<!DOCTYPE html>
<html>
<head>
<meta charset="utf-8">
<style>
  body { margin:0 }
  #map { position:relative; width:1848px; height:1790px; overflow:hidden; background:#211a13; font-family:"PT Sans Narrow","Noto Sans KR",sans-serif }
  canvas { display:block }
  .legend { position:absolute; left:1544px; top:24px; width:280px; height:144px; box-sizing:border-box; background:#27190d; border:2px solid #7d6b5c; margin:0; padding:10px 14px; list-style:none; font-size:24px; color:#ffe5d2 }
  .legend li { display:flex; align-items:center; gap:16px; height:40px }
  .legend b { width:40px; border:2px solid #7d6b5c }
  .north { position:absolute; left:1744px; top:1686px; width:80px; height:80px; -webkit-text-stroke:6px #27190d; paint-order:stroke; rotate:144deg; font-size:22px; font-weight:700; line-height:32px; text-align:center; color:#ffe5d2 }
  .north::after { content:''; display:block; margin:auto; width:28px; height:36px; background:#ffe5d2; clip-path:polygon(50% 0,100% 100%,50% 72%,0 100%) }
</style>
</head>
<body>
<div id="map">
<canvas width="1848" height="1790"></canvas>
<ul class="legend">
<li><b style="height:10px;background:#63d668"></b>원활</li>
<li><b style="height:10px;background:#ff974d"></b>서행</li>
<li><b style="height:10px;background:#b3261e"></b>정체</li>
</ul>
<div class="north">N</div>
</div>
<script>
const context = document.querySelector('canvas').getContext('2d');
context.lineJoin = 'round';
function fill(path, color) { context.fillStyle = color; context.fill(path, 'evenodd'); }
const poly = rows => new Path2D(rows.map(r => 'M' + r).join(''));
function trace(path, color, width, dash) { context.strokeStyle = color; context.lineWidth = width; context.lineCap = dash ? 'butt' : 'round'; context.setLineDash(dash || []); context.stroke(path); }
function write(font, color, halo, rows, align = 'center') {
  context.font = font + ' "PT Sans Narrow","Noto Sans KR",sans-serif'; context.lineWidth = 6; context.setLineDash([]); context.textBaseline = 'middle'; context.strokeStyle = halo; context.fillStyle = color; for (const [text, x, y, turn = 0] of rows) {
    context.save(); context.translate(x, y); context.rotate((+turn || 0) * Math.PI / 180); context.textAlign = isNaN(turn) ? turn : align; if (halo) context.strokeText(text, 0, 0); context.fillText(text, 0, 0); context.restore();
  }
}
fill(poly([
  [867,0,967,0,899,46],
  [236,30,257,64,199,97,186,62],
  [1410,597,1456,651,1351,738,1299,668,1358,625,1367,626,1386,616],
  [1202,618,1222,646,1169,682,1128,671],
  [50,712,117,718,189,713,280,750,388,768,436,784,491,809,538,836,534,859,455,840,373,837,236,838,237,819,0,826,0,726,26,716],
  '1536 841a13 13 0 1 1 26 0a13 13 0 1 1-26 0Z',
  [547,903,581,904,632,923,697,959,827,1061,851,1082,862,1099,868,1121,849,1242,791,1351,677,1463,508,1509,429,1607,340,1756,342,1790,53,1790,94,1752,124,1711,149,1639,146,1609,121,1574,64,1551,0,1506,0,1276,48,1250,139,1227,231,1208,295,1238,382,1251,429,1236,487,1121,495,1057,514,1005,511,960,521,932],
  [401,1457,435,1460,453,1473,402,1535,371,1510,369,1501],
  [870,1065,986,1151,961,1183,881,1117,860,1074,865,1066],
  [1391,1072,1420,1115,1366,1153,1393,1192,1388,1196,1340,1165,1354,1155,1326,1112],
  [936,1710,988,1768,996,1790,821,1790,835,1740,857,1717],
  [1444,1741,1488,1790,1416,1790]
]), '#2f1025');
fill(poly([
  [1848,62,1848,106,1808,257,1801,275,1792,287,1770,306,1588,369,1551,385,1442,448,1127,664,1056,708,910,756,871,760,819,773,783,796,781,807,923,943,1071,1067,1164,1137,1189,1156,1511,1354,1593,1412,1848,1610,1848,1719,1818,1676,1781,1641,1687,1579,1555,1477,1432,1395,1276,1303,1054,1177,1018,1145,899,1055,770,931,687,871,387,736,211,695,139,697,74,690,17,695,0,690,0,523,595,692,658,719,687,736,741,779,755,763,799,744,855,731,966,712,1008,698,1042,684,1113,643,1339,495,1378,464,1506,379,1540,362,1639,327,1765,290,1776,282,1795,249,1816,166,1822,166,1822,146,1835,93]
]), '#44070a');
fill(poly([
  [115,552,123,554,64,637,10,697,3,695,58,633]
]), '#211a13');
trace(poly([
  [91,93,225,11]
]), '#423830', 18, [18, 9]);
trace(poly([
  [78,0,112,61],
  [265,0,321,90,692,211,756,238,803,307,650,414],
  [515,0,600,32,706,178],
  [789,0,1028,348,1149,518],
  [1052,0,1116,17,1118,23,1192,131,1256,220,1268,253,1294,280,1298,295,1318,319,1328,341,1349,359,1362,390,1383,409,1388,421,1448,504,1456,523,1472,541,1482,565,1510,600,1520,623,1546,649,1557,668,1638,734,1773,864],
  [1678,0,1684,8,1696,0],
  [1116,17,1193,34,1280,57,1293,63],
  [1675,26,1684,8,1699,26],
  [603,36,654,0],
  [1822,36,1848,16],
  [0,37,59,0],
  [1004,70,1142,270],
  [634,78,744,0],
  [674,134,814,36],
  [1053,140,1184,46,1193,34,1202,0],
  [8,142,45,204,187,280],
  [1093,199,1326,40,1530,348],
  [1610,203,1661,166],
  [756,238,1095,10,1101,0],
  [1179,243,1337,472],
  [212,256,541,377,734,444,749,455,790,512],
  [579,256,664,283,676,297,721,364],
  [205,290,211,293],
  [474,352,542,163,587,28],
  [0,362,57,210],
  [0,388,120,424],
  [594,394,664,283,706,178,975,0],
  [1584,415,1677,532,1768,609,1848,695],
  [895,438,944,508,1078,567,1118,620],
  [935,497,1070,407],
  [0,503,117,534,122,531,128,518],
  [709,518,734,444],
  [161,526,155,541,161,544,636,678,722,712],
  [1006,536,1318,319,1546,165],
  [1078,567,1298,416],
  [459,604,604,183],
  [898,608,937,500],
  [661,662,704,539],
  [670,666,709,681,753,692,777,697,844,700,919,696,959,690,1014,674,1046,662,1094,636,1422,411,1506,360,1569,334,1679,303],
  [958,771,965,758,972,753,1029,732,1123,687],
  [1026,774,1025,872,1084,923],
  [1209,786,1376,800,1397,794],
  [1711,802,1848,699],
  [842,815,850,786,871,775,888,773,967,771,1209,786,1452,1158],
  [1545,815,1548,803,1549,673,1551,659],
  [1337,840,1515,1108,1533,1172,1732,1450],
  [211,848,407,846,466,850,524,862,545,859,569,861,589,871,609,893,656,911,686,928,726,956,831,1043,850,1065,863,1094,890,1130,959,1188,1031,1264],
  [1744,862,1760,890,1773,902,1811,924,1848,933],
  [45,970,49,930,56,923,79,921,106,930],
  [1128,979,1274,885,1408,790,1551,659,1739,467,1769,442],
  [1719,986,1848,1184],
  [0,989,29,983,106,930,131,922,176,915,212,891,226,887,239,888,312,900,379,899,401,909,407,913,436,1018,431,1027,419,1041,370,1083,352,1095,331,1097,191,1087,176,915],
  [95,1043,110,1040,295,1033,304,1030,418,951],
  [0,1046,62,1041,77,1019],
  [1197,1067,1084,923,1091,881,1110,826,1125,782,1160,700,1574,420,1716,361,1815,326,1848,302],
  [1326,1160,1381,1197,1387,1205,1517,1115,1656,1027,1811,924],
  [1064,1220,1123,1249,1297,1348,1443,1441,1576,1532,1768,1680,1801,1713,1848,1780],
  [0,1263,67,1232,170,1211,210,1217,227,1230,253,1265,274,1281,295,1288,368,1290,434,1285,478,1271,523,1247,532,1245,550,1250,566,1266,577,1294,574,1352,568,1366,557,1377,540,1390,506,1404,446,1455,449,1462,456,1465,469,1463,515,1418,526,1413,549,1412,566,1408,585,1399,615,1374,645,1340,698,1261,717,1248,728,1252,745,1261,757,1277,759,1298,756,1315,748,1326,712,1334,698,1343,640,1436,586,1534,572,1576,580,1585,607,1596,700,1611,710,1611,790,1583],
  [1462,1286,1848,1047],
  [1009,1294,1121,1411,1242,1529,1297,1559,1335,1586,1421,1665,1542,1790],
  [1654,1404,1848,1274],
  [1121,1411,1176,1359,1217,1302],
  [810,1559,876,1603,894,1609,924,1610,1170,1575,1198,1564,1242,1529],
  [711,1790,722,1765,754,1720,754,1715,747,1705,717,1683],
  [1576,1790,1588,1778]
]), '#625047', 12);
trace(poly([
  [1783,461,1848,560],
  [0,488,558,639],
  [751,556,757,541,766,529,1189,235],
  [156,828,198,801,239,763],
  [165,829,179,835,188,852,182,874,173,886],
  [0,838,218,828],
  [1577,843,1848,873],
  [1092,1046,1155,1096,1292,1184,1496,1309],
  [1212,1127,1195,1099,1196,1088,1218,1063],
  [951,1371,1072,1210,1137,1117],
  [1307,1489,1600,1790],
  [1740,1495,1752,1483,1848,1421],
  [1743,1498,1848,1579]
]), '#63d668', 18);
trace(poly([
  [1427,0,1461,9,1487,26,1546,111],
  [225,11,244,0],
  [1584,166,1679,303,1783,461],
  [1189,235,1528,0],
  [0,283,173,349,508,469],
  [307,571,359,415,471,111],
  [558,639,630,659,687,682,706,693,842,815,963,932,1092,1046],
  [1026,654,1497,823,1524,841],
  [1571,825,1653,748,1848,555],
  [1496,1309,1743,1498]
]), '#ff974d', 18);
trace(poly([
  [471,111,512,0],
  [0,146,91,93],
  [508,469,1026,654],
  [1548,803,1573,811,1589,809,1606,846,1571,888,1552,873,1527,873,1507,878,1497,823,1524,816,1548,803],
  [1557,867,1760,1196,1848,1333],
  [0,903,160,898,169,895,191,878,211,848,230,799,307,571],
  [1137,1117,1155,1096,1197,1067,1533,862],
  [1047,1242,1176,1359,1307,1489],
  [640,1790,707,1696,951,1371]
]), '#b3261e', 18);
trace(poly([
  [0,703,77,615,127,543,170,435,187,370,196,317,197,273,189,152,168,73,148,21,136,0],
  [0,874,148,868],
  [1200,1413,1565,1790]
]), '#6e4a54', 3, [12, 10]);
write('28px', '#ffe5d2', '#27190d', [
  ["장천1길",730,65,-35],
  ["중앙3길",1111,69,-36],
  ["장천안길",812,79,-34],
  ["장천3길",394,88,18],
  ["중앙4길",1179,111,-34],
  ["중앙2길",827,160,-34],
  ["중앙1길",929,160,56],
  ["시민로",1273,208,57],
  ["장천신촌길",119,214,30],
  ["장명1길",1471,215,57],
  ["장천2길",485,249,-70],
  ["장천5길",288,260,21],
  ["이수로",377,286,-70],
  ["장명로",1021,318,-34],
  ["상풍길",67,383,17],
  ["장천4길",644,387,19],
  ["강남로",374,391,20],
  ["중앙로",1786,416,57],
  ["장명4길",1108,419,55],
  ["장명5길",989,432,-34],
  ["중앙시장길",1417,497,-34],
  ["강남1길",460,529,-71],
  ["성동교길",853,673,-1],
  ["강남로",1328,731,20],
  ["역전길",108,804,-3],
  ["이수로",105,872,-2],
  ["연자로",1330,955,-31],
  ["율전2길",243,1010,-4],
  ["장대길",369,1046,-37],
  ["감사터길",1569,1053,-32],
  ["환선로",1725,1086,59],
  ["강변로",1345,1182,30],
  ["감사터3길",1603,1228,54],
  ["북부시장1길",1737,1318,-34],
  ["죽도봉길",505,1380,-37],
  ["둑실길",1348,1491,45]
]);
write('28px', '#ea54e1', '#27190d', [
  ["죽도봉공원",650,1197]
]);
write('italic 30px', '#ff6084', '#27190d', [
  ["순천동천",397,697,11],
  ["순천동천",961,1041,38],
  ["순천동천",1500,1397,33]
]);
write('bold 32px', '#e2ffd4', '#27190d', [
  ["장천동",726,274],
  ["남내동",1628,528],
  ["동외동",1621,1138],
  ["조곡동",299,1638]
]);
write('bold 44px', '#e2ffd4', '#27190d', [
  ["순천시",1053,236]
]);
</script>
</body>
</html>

------------------------------------------------------------------------

- Task to carry out:
Counting only lines that hold the word "setLineDash", say how many there are in the listing above and add nothing.

- Result for this task:
2